Therapeutic Strategy 2: Pharmaceutical Cure
- Do genetic sequencing (RNA-Seq) to see if there is a novel protein created by the fused genes that can be targeted
- Test the ability of potentially promising pharmaceuticals on the market to kills/slow the growth of the cancer cells in-vitro
- Run a panel of >2,000 small molecules (proteins) with random functionalities to see if any target a signaling pathway of these cells and slow/stop their growth (i.e. try to find a novel pharmaceutical)
- If any work, team up with a pharmaceutical company to try to make a drug, test in our animal model, then get FDA approval to use in patients.
- Test the ability of potentially promising pharmaceuticals on the market to kills/slow the growth of the cancer cells in-vitro
- Run a panel of 1,200 small molecules (proteins) with random functionalities to see if any target a signaling pathway of these cells and slow/stop their growth (i.e. try to find a novel pharmaceutical)

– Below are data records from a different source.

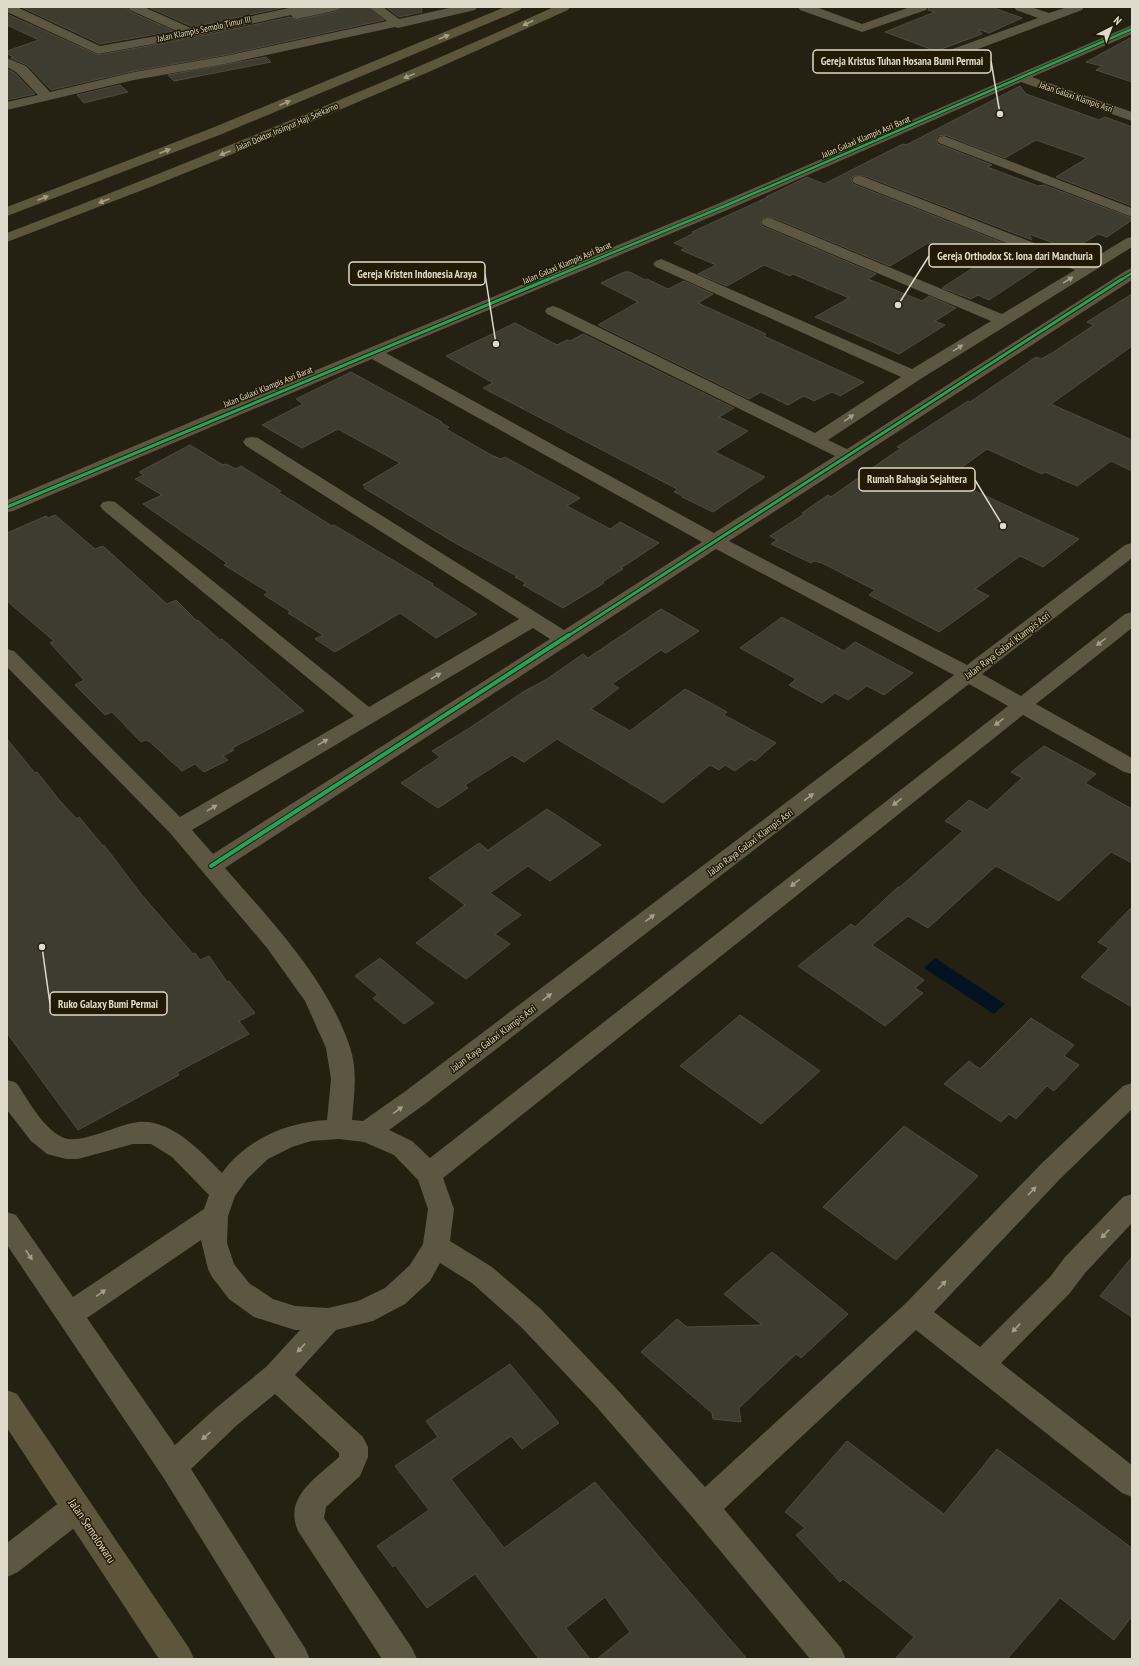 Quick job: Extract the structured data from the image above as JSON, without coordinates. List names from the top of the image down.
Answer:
{
  "streets": {
    "main road": ["Jalan Doktor Insinyur Haji Soekarno", "Jalan Semolowaru"],
    "street": [
      "Jalan Klampis Semolo Timur III",
      "Jalan Galaxi Klampis Asri",
      "Jalan Galaxi Klampis Asri Barat",
      "Jalan Raya Galaxi Klampis Asri"
    ]
  },
  "crossings": [
    ["Jalan Galaxi Klampis Asri", "Jalan Galaxi Klampis Asri Barat"]
  ],
  "places": [
    "Gereja Kristus Tuhan Hosana Bumi Permai",
    "Gereja Orthodox St. Iona dari Manchuria",
    "Gereja Kristen Indonesia Araya",
    "Rumah Bahagia Sejahtera",
    "Ruko Galaxy Bumi Permai"
  ],
  "north": "top right"
} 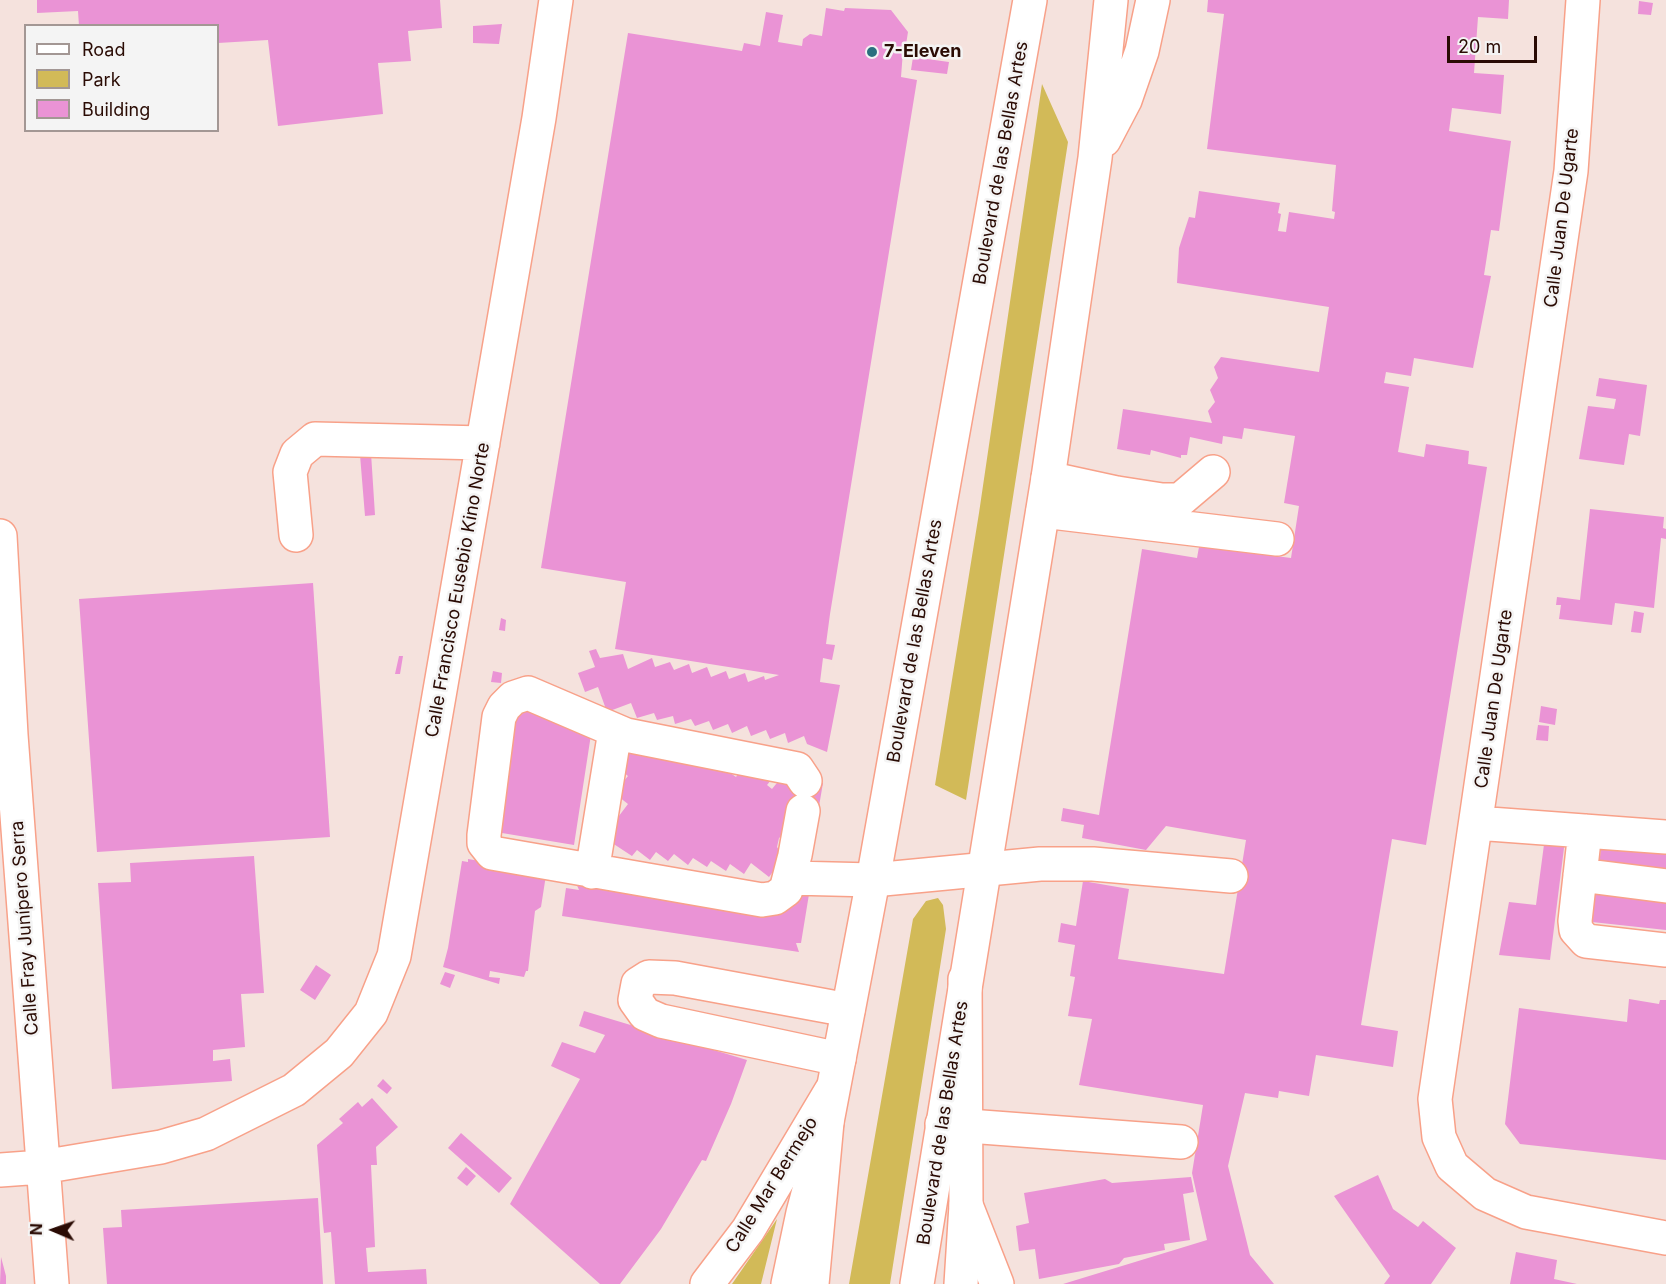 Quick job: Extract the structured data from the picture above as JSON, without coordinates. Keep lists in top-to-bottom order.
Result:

-Conduct animal studies to determine efficacy and toxicity
- If any work, team up with a pharmaceutical company to try to make a drug, test in our animal model, then get FDA approval to use in patients.
Therapeutic Strategy 3: Gene Therapy Cure
- Develop a gene editor (CRISPR-Cas13) to reverse the cancer mutation at the RNA level
- Package this gene editor into an inert virus (adenovirus) and test its ability to correct the cancer cells in a petri-dish (in-vitro)
- Insert the tumor cells into mice and then test the virus packed gene editors ability to target and slow/stop the growth of the tumor in an animal tumor model (in-vivo)
-Run toxicology tests to confirm minimal side-effects. And improve deliverability as needed.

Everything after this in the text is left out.